## EXERCISE DIRECTIONS:
Whenever a line in the data holds the string "Expressway", pull that line out.

#### MATERIAL FOR THE TASK ####

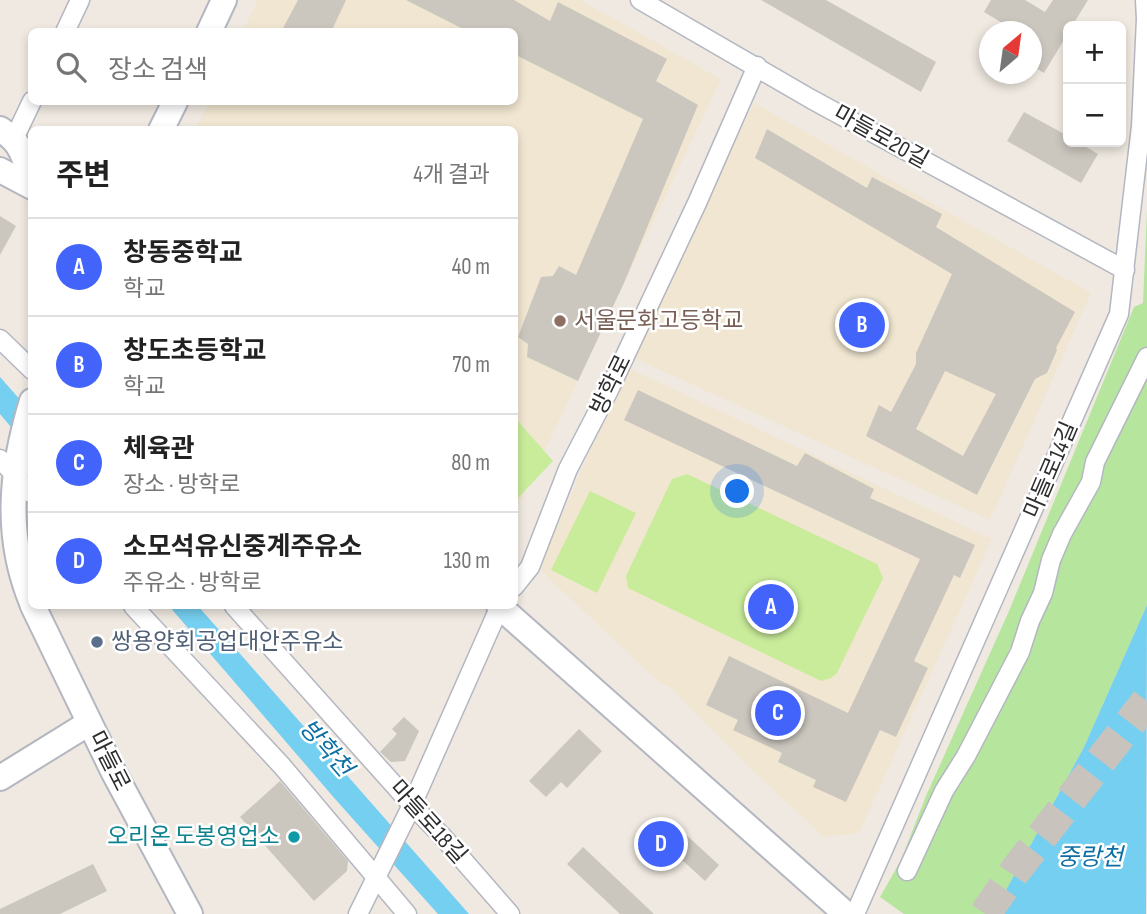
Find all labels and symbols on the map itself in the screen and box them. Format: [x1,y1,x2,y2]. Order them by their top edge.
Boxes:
north arrow [979,21,1042,84]
street label: 마들로20길 [829,99,933,175]
pin: B [839,299,885,351]
place label: 서울문화고등학교 [574,307,743,335]
marker: 서울문화고등학교 [552,313,568,329]
street label: 방학로 [585,350,637,420]
street label: 마들로14길 [1018,417,1084,523]
your location [720,474,754,508]
pin: A [748,581,794,633]
place label: 쌍용양회공업대안주유소 [111,628,344,656]
marker: 쌍용양회공업대안주유소 [89,634,105,650]
pin: C [755,687,801,739]
water label: 방학천 [293,713,361,785]
street label: 마들로 [82,726,136,796]
street label: 마들로18길 [383,774,473,870]
pin: D [638,818,684,870]
place label: 오리온 도봉영업소 [107,823,280,851]
marker: 오리온 도봉영업소 [286,829,302,845]
water label: 중랑천 [1057,843,1126,872]

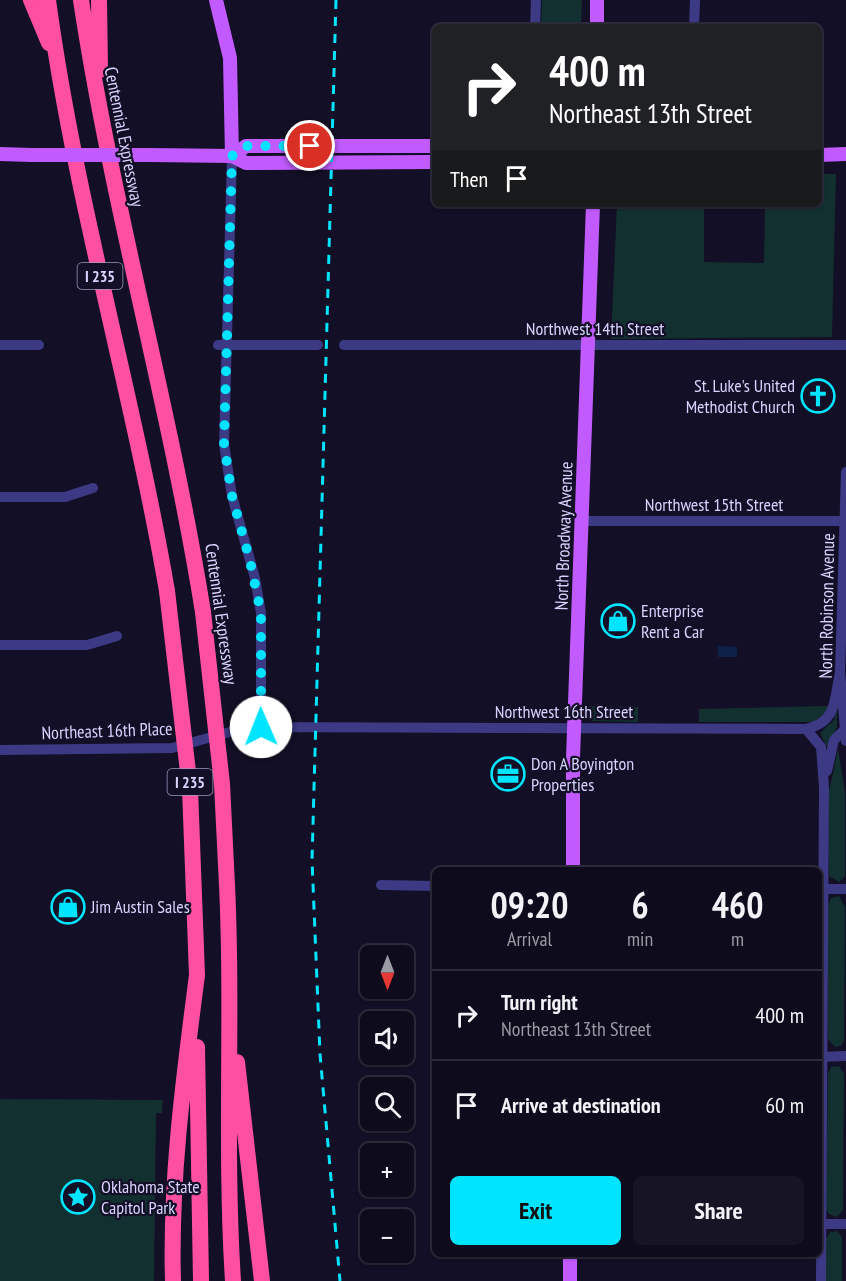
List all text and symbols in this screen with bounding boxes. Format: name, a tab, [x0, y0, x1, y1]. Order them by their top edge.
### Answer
text: 400 m	[549, 43, 646, 98]
icon: right	[450, 48, 528, 126]
street label: Centennial Expressway	[100, 65, 149, 209]
text: Northeast 13th Street	[549, 96, 752, 130]
pin	[284, 120, 335, 171]
icon: arrive	[293, 129, 326, 162]
icon: arrive	[500, 162, 533, 195]
text: Then	[450, 165, 488, 193]
road number: I 235	[78, 263, 122, 289]
street label: Northwest 14th Street	[526, 317, 664, 340]
place label: St. Luke's United Methodist Church	[686, 374, 795, 418]
church icon: St. Luke's United Methodist Church	[800, 378, 836, 414]
street label: North Broadway Avenue	[549, 461, 578, 611]
street label: Northwest 15th Street	[645, 493, 783, 516]
street label: North Robinson Avenue	[814, 533, 839, 679]
street label: Centennial Expressway	[200, 542, 243, 686]
place label: Enterprise Rent a Car	[641, 599, 704, 643]
shop icon: Enterprise Rent a Car	[600, 603, 636, 639]
position arrow	[229, 695, 293, 759]
street label: Northwest 16th Street	[495, 700, 633, 723]
street label: Northeast 16th Place	[41, 717, 173, 744]
place label: Don A Boyington Properties	[531, 752, 634, 796]
office icon: Don A Boyington Properties	[490, 756, 526, 792]
road number: I 235	[168, 769, 213, 795]
text: 09:20	[491, 881, 568, 928]
text: 6	[631, 881, 649, 928]
text: 460	[712, 881, 763, 928]
shop icon: Jim Austin Sales	[50, 889, 86, 925]
place label: Jim Austin Sales	[90, 895, 190, 918]
text: Arrival	[507, 926, 552, 952]
text: min	[627, 926, 653, 952]
text: m	[731, 926, 744, 952]
north arrow	[360, 945, 414, 999]
map controls	[360, 945, 414, 1263]
text: Turn right	[501, 988, 578, 1016]
icon: right	[450, 999, 483, 1032]
text: 400 m	[755, 1001, 804, 1029]
button: sound	[360, 1011, 414, 1065]
text: Northeast 13th Street	[501, 1016, 651, 1042]
button: search	[360, 1077, 414, 1131]
icon: arrive	[450, 1089, 483, 1122]
text: Arrive at destination	[501, 1091, 661, 1119]
text: 60 m	[765, 1091, 804, 1119]
button: +	[360, 1143, 414, 1197]
place label: Oklahoma State Capitol Park	[101, 1175, 200, 1219]
button: Exit	[450, 1176, 621, 1245]
button: Share	[633, 1176, 804, 1245]
place icon: Oklahoma State Capitol Park	[60, 1179, 96, 1215]
button: −	[360, 1209, 414, 1263]

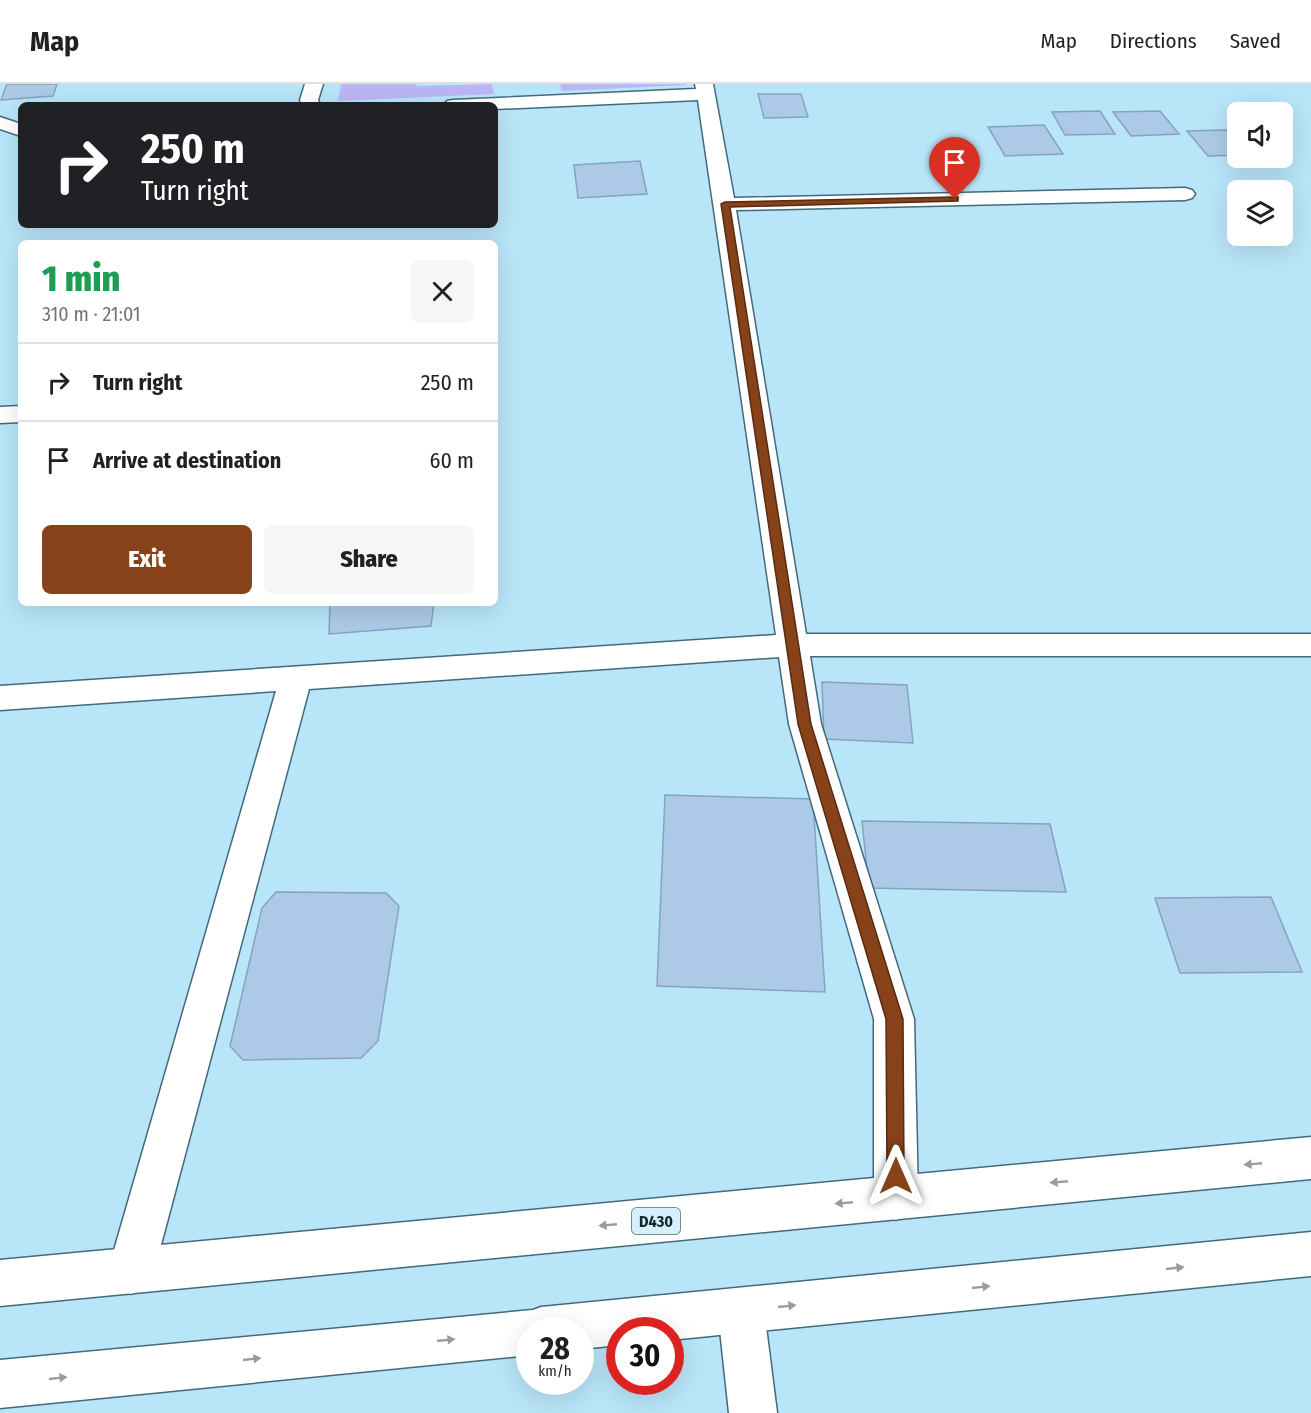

####

## SOLUTION:
street label: Centennial Expressway	[100, 65, 149, 209]
street label: Centennial Expressway	[200, 542, 243, 686]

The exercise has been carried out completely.